Does resveratrol in fact mimic calorie restriction, as stated in the title? During calorie restriction, food intake declines (by definition), metabolic rate and insulin levels also decline, but free fatty acids and fat oxidation increases. In the resveratrol group metabolic rate and insulin declined (recall however that the placebo was pretty impressive also in this regard), but free fatty acids and fat oxidation decreased. Although proper calorie restriction trials in humans haven’t happened yet, some of these effects don’t jive. A decline in metabolic rate will reduce the amount of fat burned. But relative fat oxidation also declined, leading to what could be a profound reduction in fat burning… coupled with no change in food intake (noted by the authors) this will result in increased fat mass. Energy Balance 101- no ifs, ands, or buts. This study was far too short-term to detect a meaningful increase in fat mass, but if these preliminary findings are true (and my interpretation of the data are correct), then this drug might just make you fat.
Oddly enough, they did detect an increase in fat accumulation in skeletal muscle:
(perhaps instead of calling it a calorie restriction-mimetic, the authors should’ve gone with exercise-mimetic, citing the athlete’s paradox (e.g., van Loon and Goodpaster, 2006)
In contrast to the popular antidiabetic drug rosiglitazone, which shifts fat storage from liver (where it causes a host of health maladies), to adipose, where it can be stored safely indefinitely, resveratrol shifted fat storage from liver to skeletal muscle. This is interesting because while the fat storage capacity of adipose is seemingly unlimited, I doubt the same is true for skeletal muscle, which needs to do a lot of stuff, like flex.
If these findings are true, which I seriously question, then it would be interesting to see what happens to skeletal muscle fat stores after a few months, considering they doubled in only 30 days (this is unbelievable, literally).

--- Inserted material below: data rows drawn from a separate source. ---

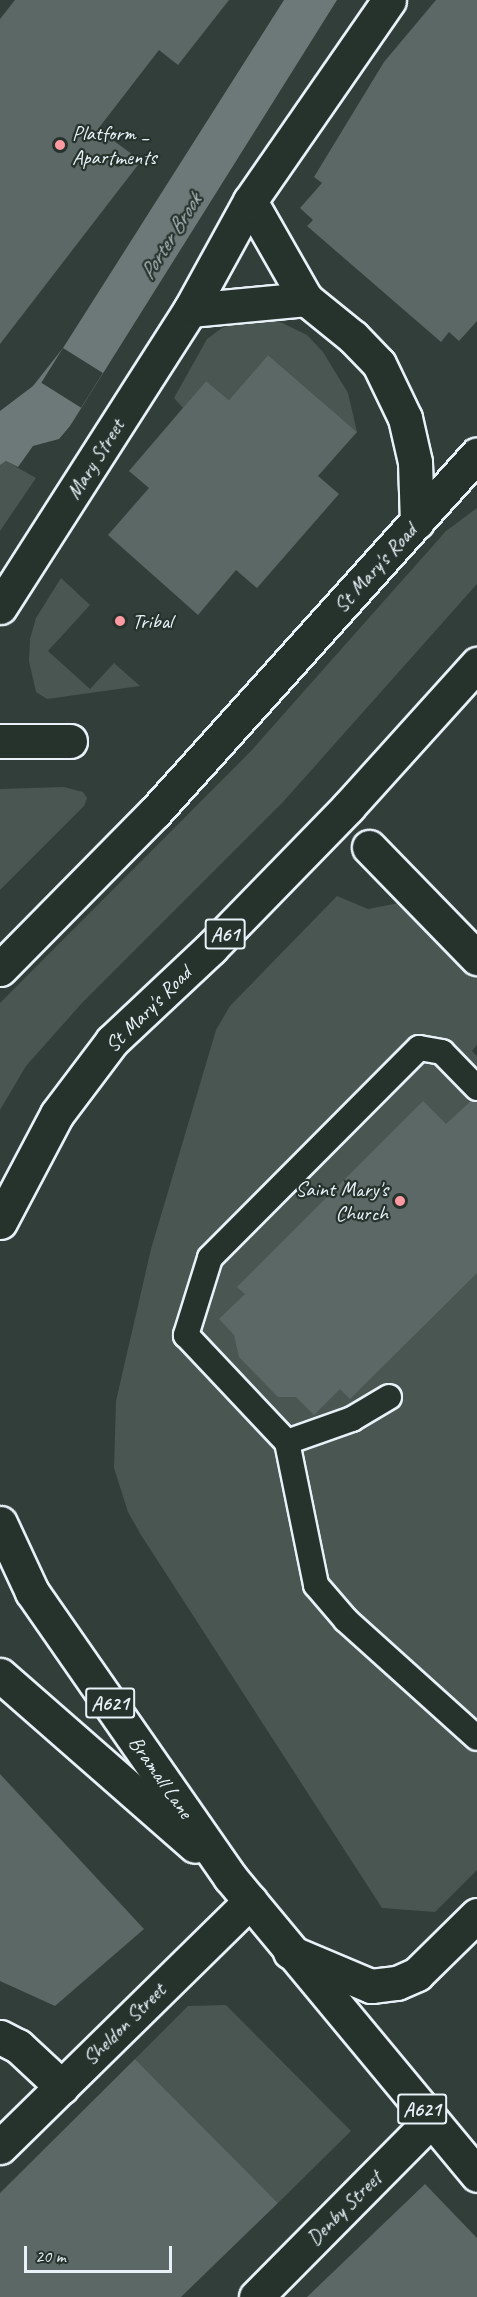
<!DOCTYPE html>
<html>
<head>
<meta charset="utf-8">
<style>
  body { margin:0 }
  #map { position:relative; width:477px; height:2297px; overflow:hidden; background:#323e39; font-family:Caveat,sans-serif }
  div>[style] { position:absolute }
  [style*='--x'] { left:calc(var(--x)*1px); top:calc(var(--y)*1px); width:calc(var(--w)*1px); rotate:calc(var(--a)*1deg) }
  .green>* { inset:0; background:#495651 }
  .water>* { inset:0; background:#6d7978 }
  .pier>* { inset:0; background:#323e39; transform-origin:0 0 }
  .building>* { inset:0; background:#5c6865 }
  .roads { filter:drop-shadow(2px 0 #e8f1f8) drop-shadow(-2px 0 #e8f1f8) drop-shadow(0 2px #e8f1f8) drop-shadow(0 -2px #e8f1f8) }
  .service>* { height:24px; margin:-12px; padding:0 12px; transform-origin:12px; border-radius:12px; background:#26332d }
  .pedestrian>* { height:33px; margin:-16.5px; padding:0 16.5px; transform-origin:16.5px; border-radius:16.5px; background:#26332d }
  .minor>* { height:33px; margin:-16.5px; padding:0 16.5px; transform-origin:16.5px; border-radius:16.5px; background:#26332d }
  .trunk>* { height:33px; margin:-16.5px; padding:0 16.5px; transform-origin:16.5px; border-radius:16.5px; background:#26332d }
  .dots>* { width:16px; height:16px; translate:-50% -50%; box-sizing:border-box; border:3px solid #26332d; border-radius:50% }
  span { translate:-50% -50%; white-space:nowrap; text-align:center; line-height:1.15; -webkit-text-stroke:4.5px #26332d; paint-order:stroke }
  .shield-label span { padding:2px 4px; background:#26332d; border:2px solid; border-radius:4px; -webkit-text-stroke-width:0 }
  .shield-label { font-size:20px; color:#e8f1f8; font-weight:700 }
  .poi-label { font-size:21px; color:#e8f1f8 }
  .left { translate:0 -50%; text-align:left }
  .right { translate:-100% -50%; text-align:right }
  .street-label { font-size:21px; color:#e8f1f8 }
  .water-label { font-size:22px; color:#b1bbbe; font-style:italic }
  .scale { position:absolute; left:24px; top:2246px; width:148px; height:27px; box-sizing:border-box; border:3px solid #e8f1f8; border-top:0; padding-left:8px; font-size:18px; line-height:21px; white-space:nowrap; color:#e8f1f8; -webkit-text-stroke:4px #26332d; paint-order:stroke }
</style>
</head>
<body>
<div id="map">
  <div class="green">
    <div style="clip-path:polygon(270px 317px,307px 335px,323px 352px,348px 393px,357px 432px,268px 355px,229px 400px,206px 381px,183px 408px,174px 398px,207px 339px,222px 328px,245px 319px)"></div>
    <div style="clip-path:polygon(6px 461px,36px 478px,0 531px,0 465px)"></div>
    <div style="clip-path:polygon(477px 508px,477px 584px,283px 802px,82px 1003px,26px 1066px,0 1110px,0 1003px,250px 752px,446px 531px)"></div>
    <div style="clip-path:polygon(61px 578px,90px 605px,48px 651px,90px 689px,114px 663px,140px 686px,47px 699px,36px 692px,29px 661px,30px 639px,36px 618px)"></div>
    <div style="clip-path:polygon(64px 787px,83px 792px,87px 798px,84px 806px,0 890px,0 789px)"></div>
    <div style="clip-path:polygon(337px 896px,368px 909px,404px 902px,477px 975px,477px 1045px,472px 1051px,477px 1056px,477px 1870px,435px 1912px,382px 1908px,141px 1535px,128px 1512px,114px 1468px,116px 1401px,151px 1249px,216px 1030px,230px 1006px)"></div>
    <div style="clip-path:polygon(226px 2005px,351px 2131px,278px 2203px,135px 2059px,188px 2006px)"></div>
  </div>
  <div class="water">
    <div style="clip-path:polygon(284px 0,337px 0,70px 426px,59px 439px,33px 446px,18px 467px,6px 461px,0 465px,0 411px,33px 386px,63px 348px)"></div>
  </div>
  <div class="pier">
    <div style="left:63px;top:348px;width:47px;height:41px;rotate:32deg"></div>
  </div>
  <div class="building">
    <div style="clip-path:polygon(15px 0,229px 0,178px 65px,159px 50px,98px 129px,141px 161px,0 344px,0 19px)"></div>
    <div style="clip-path:polygon(436px 0,477px 0,477px 321px,459px 341px,449px 332px,441px 342px,307px 226px,313px 220px,300px 208px,322px 183px,314px 177px,384px 62px)"></div>
    <div style="clip-path:polygon(268px 355px,357px 432px,318px 476px,339px 494px,257px 588px,236px 570px,198px 615px,108px 535px,149px 488px,129px 471px,206px 381px,229px 400px)"></div>
    <div style="clip-path:polygon(423px 1101px,446px 1124px,471px 1101px,477px 1102px,477px 1273px,350px 1399px,340px 1389px,314px 1415px,296px 1397px,278px 1397px,239px 1357px,234px 1335px,219px 1319px,245px 1294px,237px 1287px)"></div>
    <div style="clip-path:polygon(0 1774px,144px 1929px,55px 2006px,0 1981px)"></div>
    <div style="clip-path:polygon(135px 2059px,278px 2203px,181px 2297px,0 2297px,0 2193px)"></div>
    <div style="clip-path:polygon(425px 2184px,477px 2238px,477px 2297px,307px 2297px)"></div>
  </div>
  <div class="roads">
    <div class="service">
      <div style="--x:477;--y:1088;--w:50;--a:-134.2"></div>
      <div style="--x:442;--y:1052;--w:23;--a:-170"></div>
      <div style="--x:419;--y:1048;--w:296;--a:134.9"></div>
      <div style="--x:210;--y:1258;--w:81;--a:107.3"></div>
      <div style="--x:186;--y:1335;--w:147;--a:46.7"></div>
      <div style="--x:287;--y:1442;--w:146;--a:78.5"></div>
      <div style="--x:316;--y:1585;--w:46;--a:49.4"></div>
      <div style="--x:346;--y:1620;--w:176;--a:42"></div>
      <div style="--x:287;--y:1442;--w:69;--a:-19.5"></div>
      <div style="--x:352;--y:1419;--w:43;--a:-30.7"></div>
    </div>
    <div class="pedestrian">
      <div style="--x:369;--y:847;--w:155;--a:45.8"></div>
      <div style="--x:0;--y:2037;--w:20;--a:27"></div>
      <div style="--x:18;--y:2046;--w:60;--a:43"></div>
    </div>
    <div class="minor">
      <div style="--x:250;--y:201;--w:113;--a:60.3"></div>
      <div style="--x:190;--y:310;--w:117;--a:-5.4"></div>
      <div style="--x:306;--y:299;--w:60;--a:39"></div>
      <div style="--x:353;--y:337;--w:37;--a:46"></div>
      <div style="--x:379;--y:364;--w:60;--a:64.3"></div>
      <div style="--x:405;--y:418;--w:45;--a:77.2"></div>
      <div style="--x:415;--y:462;--w:60;--a:88.1"></div>
      <div style="--x:0;--y:607;--w:353;--a:-57.4"></div>
      <div style="--x:190;--y:310;--w:124;--a:-61.2"></div>
      <div style="--x:250;--y:201;--w:244;--a:-55.3"></div>
      <div style="--x:0;--y:741;--w:70;--a:0"></div>
      <div style="--x:290;--y:1952;--w:88;--a:22.8"></div>
      <div style="--x:371;--y:1986;--w:26;--a:-7"></div>
      <div style="--x:397;--y:1983;--w:22;--a:-24"></div>
      <div style="--x:417;--y:1974;--w:84;--a:-44.5"></div>
      <div style="--x:0;--y:2147;--w:351;--a:-44.5"></div>
      <div style="--x:256;--y:2297;--w:249;--a:-45.3"></div>
    </div>
    <div class="trunk">
      <div style="--x:0;--y:969;--w:221;--a:-45.4"></div>
      <div style="--x:155;--y:812;--w:481;--a:-48"></div>
      <div style="--x:0;--y:1222;--w:122;--a:-62.2"></div>
      <div style="--x:57;--y:1114;--w:91;--a:-53"></div>
      <div style="--x:112;--y:1041;--w:136;--a:-43.2"></div>
      <div style="--x:211;--y:948;--w:197;--a:-45.8"></div>
      <div style="--x:348;--y:807;--w:193;--a:-47.9"></div>
      <div style="--x:0;--y:1523;--w:76;--a:65.1"></div>
      <div style="--x:32;--y:1592;--w:347;--a:55.2"></div>
      <div style="--x:230;--y:1877;--w:387;--a:50.3"></div>
      <div style="--x:0;--y:1675;--w:259;--a:41.2"></div>
    </div>
  </div>
  <div class="dots">
    <div style="left:60px;top:145px;background:#ff9aa2"></div>
    <div style="left:120px;top:621px;background:#ff9aa2"></div>
    <div style="left:400px;top:1201px;background:#ff9aa2"></div>
  </div>
  <div class="shield-label">
    <span style="left:225px;top:934px">A61</span>
    <span style="left:110px;top:1703px">A621</span>
    <span style="left:422px;top:2109px">A621</span>
  </div>
  <div class="poi-label">
    <span class="left" style="left:72px;top:145px">Platform _<br>Apartments</span>
    <span class="left" style="left:132px;top:621px">Tribal</span>
    <span class="right" style="left:388px;top:1201px">Saint Mary's<br>Church</span>
  </div>
  <div class="street-label">
    <span style="left:95px;top:459px;rotate:-58deg">Mary Street</span>
    <span style="left:375px;top:568px;rotate:-48deg">St Mary's Road</span>
    <span style="left:148px;top:1009px;rotate:-45deg">St Mary's Road</span>
    <span style="left:161px;top:1777px;rotate:55deg">Bramall Lane</span>
    <span style="left:124px;top:2024px;rotate:-45deg">Sheldon Street</span>
    <span style="left:344px;top:2208px;rotate:-45deg">Denby Street</span>
  </div>
  <div class="water-label">
    <span style="left:171px;top:237px;rotate:-58deg">Porter Brook</span>
  </div>
  <div class="scale">20 m</div>
</div>
</body>
</html>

The authors try to make the case that the increased muscle fat came from adipose, but until they report body composition data, this is a tough sell. The elevated fasting free fatty acids support their claim, but the accompaniment of unchanged meal-induced FFA suppression with lower adipose glycerol release don’t; perhaps the missing glycerol is being re-esterified to nascent adipose-derived free fatty acids? Increased adipose tissue glucose uptake would be supported by the lower glucose levels, but that is already more-than-accounted for by the increased RQ (indicative of increased skeletal muscle glucose oxidation).
There are some mysteries in these findings, and the improper handling of crossover data do not help. If this paper is true and my interpretation of the energy balance data are correct, resveratrol might just make you fat :/
Unless of course you’re a mouse, in which case it’ll make you better in every quantifiable measure.
p.s. I don’t think resveratrol will really make you fat, I think this study elucidates nothing.